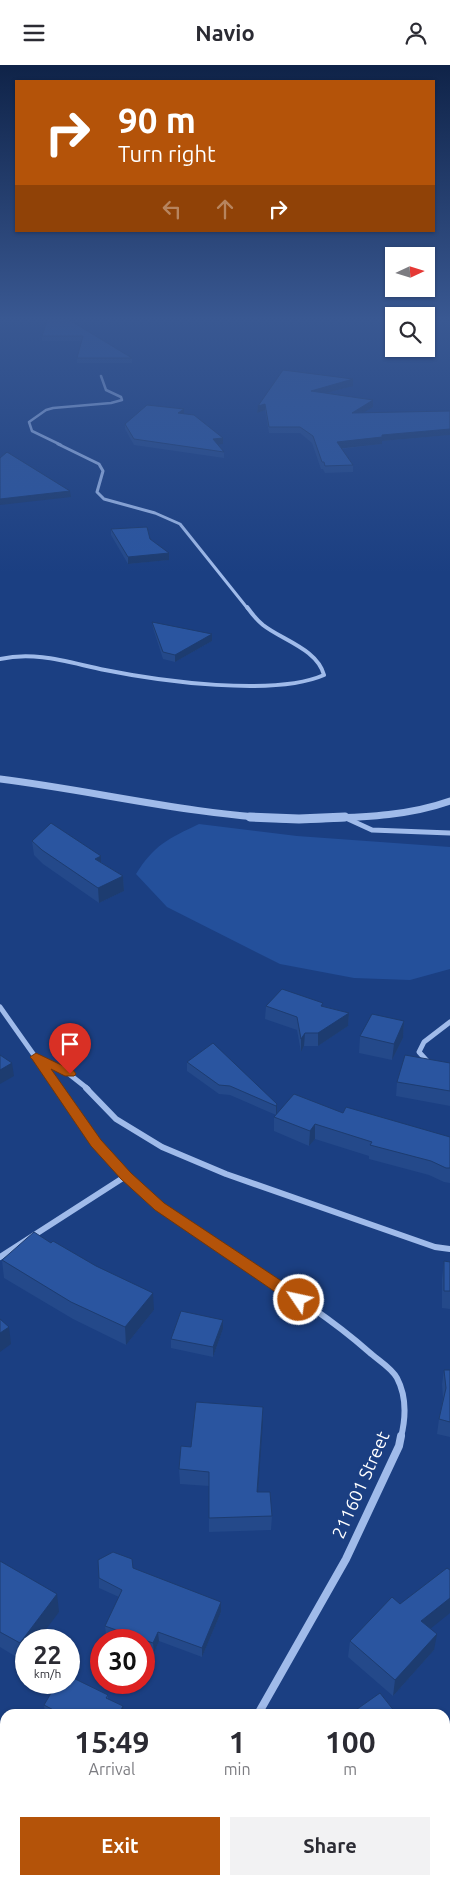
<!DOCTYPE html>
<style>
:root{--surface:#fff;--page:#f2f2f3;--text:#2b2b33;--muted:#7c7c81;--accent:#b45309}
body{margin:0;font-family:Ubuntu,sans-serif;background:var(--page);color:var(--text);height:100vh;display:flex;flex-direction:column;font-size:19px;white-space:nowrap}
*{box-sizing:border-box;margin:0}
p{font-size:16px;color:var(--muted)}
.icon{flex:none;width:28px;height:28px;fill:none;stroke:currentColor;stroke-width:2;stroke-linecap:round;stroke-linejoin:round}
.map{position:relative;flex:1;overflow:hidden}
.details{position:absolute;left:0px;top:1644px;width:450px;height:176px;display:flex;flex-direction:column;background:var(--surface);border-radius:15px 15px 0 0;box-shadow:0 1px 4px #0004}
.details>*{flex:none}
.guide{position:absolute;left:15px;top:15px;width:420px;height:152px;border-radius:0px;box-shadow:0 1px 4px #0004;background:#b45309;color:#fff;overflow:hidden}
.needle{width:32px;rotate:86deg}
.fabs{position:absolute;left:385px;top:182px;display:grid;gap:10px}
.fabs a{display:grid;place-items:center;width:50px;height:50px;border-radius:0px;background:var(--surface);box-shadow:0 1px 4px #0004;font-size:25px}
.speed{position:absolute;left:15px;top:1564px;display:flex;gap:10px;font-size:25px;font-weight:700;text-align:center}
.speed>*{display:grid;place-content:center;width:65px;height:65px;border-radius:50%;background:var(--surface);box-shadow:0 1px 4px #0004;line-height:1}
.speed small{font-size:12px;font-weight:400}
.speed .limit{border:8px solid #d22;background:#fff;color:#111}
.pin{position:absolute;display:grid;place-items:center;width:42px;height:42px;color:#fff;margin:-51px -21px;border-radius:50% 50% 50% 0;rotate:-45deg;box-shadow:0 0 5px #0007}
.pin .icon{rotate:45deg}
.me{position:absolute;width:55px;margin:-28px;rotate:304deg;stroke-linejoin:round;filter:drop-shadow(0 0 4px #0008)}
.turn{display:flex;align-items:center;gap:18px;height:105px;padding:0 20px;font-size:22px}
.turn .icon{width:65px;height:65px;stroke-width:2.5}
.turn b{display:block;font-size:35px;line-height:42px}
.lanes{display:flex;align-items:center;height:48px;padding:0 20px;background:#0003;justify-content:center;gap:25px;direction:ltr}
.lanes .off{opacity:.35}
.eta{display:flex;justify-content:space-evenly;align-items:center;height:85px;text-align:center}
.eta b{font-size:30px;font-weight:700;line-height:35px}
.cta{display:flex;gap:10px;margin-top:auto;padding:10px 20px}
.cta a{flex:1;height:58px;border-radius:0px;background:var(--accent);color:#fff;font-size:20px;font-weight:700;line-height:58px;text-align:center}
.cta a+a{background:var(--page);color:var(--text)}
header{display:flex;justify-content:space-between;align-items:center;height:65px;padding:0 20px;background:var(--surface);font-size:22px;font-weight:700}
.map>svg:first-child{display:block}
.green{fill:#24509b}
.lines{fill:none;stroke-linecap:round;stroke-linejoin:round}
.minor-far5{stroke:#a0bbea;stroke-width:2.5}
.minor-far4{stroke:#a0bbea;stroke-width:3}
.minor-far3{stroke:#a0bbea;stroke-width:4}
.minor-far2{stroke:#a0bbea;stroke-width:5}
.minor-far1{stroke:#a0bbea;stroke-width:6}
.minor{stroke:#a0bbea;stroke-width:8}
.tertiary-far1{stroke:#a0bbea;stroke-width:7}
.tertiary{stroke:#a0bbea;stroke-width:9}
.wall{fill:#24498a}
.shaded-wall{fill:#1d3c70}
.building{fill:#2a55a0;stroke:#1d3c70}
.route{fill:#b45309;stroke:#753606}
.labels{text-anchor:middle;stroke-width:5;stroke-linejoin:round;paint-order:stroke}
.near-street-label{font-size:18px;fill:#fff;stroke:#1b3f82}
</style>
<header><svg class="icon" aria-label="menu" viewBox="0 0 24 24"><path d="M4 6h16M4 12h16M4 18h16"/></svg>Navio<svg class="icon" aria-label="person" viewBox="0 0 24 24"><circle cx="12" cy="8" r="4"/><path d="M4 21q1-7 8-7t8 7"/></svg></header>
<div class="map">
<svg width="450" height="1819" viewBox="0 0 450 1819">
<rect width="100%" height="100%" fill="#1b3f82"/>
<path class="green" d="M199,759L297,771L450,782V904L410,915L354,913L280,899L167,842L136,809C155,779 168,774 199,759Z"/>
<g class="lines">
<path class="minor-far5" d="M61,380L32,366L29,357L46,345L53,343L111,338L122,335L121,332L106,325L101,311"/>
<path class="minor-far4" d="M58,379L99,399L103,406L97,427L104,434L155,448L180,459L248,544"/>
<path class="minor-far3" d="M0,594C37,586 70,598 105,605C159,616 274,632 324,610C317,584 282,575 263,560C257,555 252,549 247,542"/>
<path class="minor-far2" d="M348,754L372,765L450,768
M0,942L58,1024
M37,992L69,1009L88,1024
M429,998L419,987L424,977L450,957"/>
<path class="minor-far1" d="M57,1023C87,1066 118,1110 161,1143C228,1193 306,1231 369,1287C378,1295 392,1303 397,1313C407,1332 406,1352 401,1372
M86,1023L116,1054L162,1082L226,1109L435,1182L450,1184
M0,1192L126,1111"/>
<path class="minor" d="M258,1649L346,1494L399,1381L401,1371
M110,1819L115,1815"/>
<path class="tertiary-far1" d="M0,714C96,726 191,750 287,754
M310,754C358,752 405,752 450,736"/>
<path class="tertiary" d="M250,752L299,754L345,752"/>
</g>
<path class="wall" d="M48,253L132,293V298H77V293L82,276H42V271Z
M353,321L326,328L373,335V342L362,348L450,346V370L382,376V379L341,384L353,400V407L325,408L323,404H321L312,378L300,368H269L265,345L257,348L258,341Z
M184,344V349L223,379H217L224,387V393L134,380L125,364V359Z
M111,464L169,488V495L128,499L111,470Z
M152,557L212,576L175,597L163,594L153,563Z
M32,776L101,791V797L123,811L124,826L99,838L43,799L34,790Z
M266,941H323L349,948L348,961L318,981H304L301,987L297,965L265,954Z
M404,956L403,973L392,995L359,988L360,971Z
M187,997L277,1039L276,1050L230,1030L219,1029L187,1006Z
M450,998V1041L396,1031L397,1017Z
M343,1048L450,1072V1118L444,1117L429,1110L369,1094V1091L315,1074L309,1081L274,1066V1052Z
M2,1195L154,1245L126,1280L73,1254L4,1213Z
M444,1196L450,1197V1244L442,1243V1214Z
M223,1255V1264L213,1292L171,1283V1274Z
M444,1305H450V1372L437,1369L439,1354L443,1333L442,1319Z
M263,1342L258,1427L272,1451L271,1465L209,1467V1421L180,1419L179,1404L191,1382Z
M0,1496L59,1547L26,1575V1591L23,1596L0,1582Z
M133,1503L221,1547L202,1592L159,1576L154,1588L144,1584V1575H119L106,1570L105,1561L119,1532L99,1523V1513Z
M430,1564L434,1585L393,1631L348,1592L350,1576Z
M108,1630V1634L123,1641L124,1649H45L44,1640Z
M450,1724V1771L445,1766V1730Z
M225,1815H284L273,1817L274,1819H226Z"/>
<path class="shaded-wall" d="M353,314V321L311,332V326Z
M373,335V342L351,355L352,348Z
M265,339V345L257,348L258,341Z
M184,344V349L178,348Z
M450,364V370L382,376V379L336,384L337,377L382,370Z
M223,373V379L213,380V374Z
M70,426L71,432L0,440V434Z
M169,488V495L128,499V492Z
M212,569V576L175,597V590Z
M101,791V806L95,794Z
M123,811L124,826L99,838L98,823Z
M349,948L348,961L318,981V968Z
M404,956L403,973L392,995L394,979Z
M305,968L304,981L301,987V974Z
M12,998L14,1011L0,1019V1005Z
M277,1039V1048L276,1050V1041Z
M315,1059V1074L309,1081L310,1066Z
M153,1228L154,1245L126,1280L125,1262Z
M223,1255V1264L213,1292V1282Z
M9,1262L11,1279L0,1287V1268Z
M263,1342V1356L257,1442V1427Z
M57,1529L59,1547L38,1575H26V1591L23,1596L20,1578Z
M450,1533V1548L419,1573L421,1556Z
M221,1537V1547L202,1592V1583Z
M158,1567L159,1576L154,1588L153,1578Z
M437,1569L434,1585L393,1631L395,1615Z
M123,1641L124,1649H119Z"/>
<path class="building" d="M48,253H66L132,293H77L83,271H42Z
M283,305L353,314L311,326L373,335L352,348L450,346V364L382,370V372L337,377L353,400L325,401L324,397H322L313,371L300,362H269L265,339L258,341Z
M147,340L184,344L178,348L194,350L223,373L213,374L224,387L134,374L125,359Z
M7,387L70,426L0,434V393Z
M147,462L150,474L169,488L128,492L111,464Z
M152,557L212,569L175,590L163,587Z
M51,758L101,791L95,794L123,811L98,823L42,785L32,776Z
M282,924L323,938L321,941L349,948L318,968H305L301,974L297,952L266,941Z
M372,949L404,956L394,979L360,971Z
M213,978L277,1039L276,1041L230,1021L219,1020L187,997Z
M0,990L12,998L0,1005Z
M405,990L450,998V1026L397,1017Z
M294,1029L343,1048L346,1042L450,1072V1103H446L431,1096L370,1080L372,1077L315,1059L310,1066L274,1052Z
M34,1167L51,1178L53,1176L96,1201L153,1228L125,1262L71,1237L2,1195Z
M444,1196L450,1197V1226H444Z
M181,1246L223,1255L213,1282L171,1274Z
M0,1254L9,1262L0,1268Z
M444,1305H450V1357L439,1354L446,1323Z
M196,1337L263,1342L257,1427H270L272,1451L209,1453V1407L179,1404L181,1381L191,1382Z
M113,1487L132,1494L133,1503L221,1537L202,1583L158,1567L153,1578L105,1561L122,1525L99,1513L98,1495Z
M0,1496L57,1529L20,1578L0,1567Z
M447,1503L450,1505V1533L421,1556L437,1569L395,1615L350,1576L392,1532L400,1539Z
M69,1611L108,1630L106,1633L123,1641L119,1649H61L44,1640L57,1618H69Z
M380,1628L395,1647L393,1649H350Z
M450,1724V1760L445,1755V1730Z
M228,1815H273L274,1819H229Z"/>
<linearGradient id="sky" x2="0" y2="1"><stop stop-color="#0f2348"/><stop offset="0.5" stop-color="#395892"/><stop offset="1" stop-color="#395892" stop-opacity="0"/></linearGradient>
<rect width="450" height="508" fill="url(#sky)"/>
<path class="route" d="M36,988L74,1006L76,1009L74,1011H65L51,1004L101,1075L131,1108L164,1138L304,1231L306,1235L304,1239L299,1241L293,1239L155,1145L121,1114L91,1081L32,994L30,992Z"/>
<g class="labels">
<g class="near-street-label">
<text transform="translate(361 1420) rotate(-66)" y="6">211601 Street</text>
</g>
</g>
</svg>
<div class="fabs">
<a><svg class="needle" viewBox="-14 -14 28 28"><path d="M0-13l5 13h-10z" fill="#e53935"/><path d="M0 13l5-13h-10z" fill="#7c7c81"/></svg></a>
<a><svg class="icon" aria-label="search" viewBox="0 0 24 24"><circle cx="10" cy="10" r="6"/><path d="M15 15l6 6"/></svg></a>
</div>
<div class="speed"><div>22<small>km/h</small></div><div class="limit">30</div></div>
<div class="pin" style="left:70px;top:1009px;background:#d93025"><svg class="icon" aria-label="arrive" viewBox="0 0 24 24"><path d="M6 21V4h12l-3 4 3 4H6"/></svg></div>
<svg class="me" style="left:299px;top:1235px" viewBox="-20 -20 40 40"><circle r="17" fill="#b45309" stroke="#fff" stroke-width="3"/><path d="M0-11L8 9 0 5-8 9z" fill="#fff"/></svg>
<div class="guide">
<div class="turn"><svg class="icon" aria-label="right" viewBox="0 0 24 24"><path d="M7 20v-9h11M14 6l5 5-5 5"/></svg><div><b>90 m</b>Turn right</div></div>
<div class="lanes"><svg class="icon off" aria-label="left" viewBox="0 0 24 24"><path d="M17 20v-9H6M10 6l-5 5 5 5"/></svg><svg class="icon off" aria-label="ahead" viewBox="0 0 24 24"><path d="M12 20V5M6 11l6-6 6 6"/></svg><svg class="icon" aria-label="right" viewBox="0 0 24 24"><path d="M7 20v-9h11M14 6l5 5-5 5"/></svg></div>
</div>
<section class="details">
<div class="eta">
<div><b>15:49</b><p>Arrival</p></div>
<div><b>1</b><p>min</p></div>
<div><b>100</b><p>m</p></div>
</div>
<div class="cta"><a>Exit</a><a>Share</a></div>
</section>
</div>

About this task: Above are the records. Identify each line that contains the word "absolute".

Response below:
.details{position:absolute;left:0px;top:1644px;width:450px;height:176px;display:flex;flex-direction:column;background:var(--surface);border-radius:15px 15px 0 0;box-shadow:0 1px 4px #0004}
.guide{position:absolute;left:15px;top:15px;width:420px;height:152px;border-radius:0px;box-shadow:0 1px 4px #0004;background:#b45309;color:#fff;overflow:hidden}
.fabs{position:absolute;left:385px;top:182px;display:grid;gap:10px}
.speed{position:absolute;left:15px;top:1564px;display:flex;gap:10px;font-size:25px;font-weight:700;text-align:center}
.pin{position:absolute;display:grid;place-items:center;width:42px;height:42px;color:#fff;margin:-51px -21px;border-radius:50% 50% 50% 0;rotate:-45deg;box-shadow:0 0 5px #0007}
.me{position:absolute;width:55px;margin:-28px;rotate:304deg;stroke-linejoin:round;filter:drop-shadow(0 0 4px #0008)}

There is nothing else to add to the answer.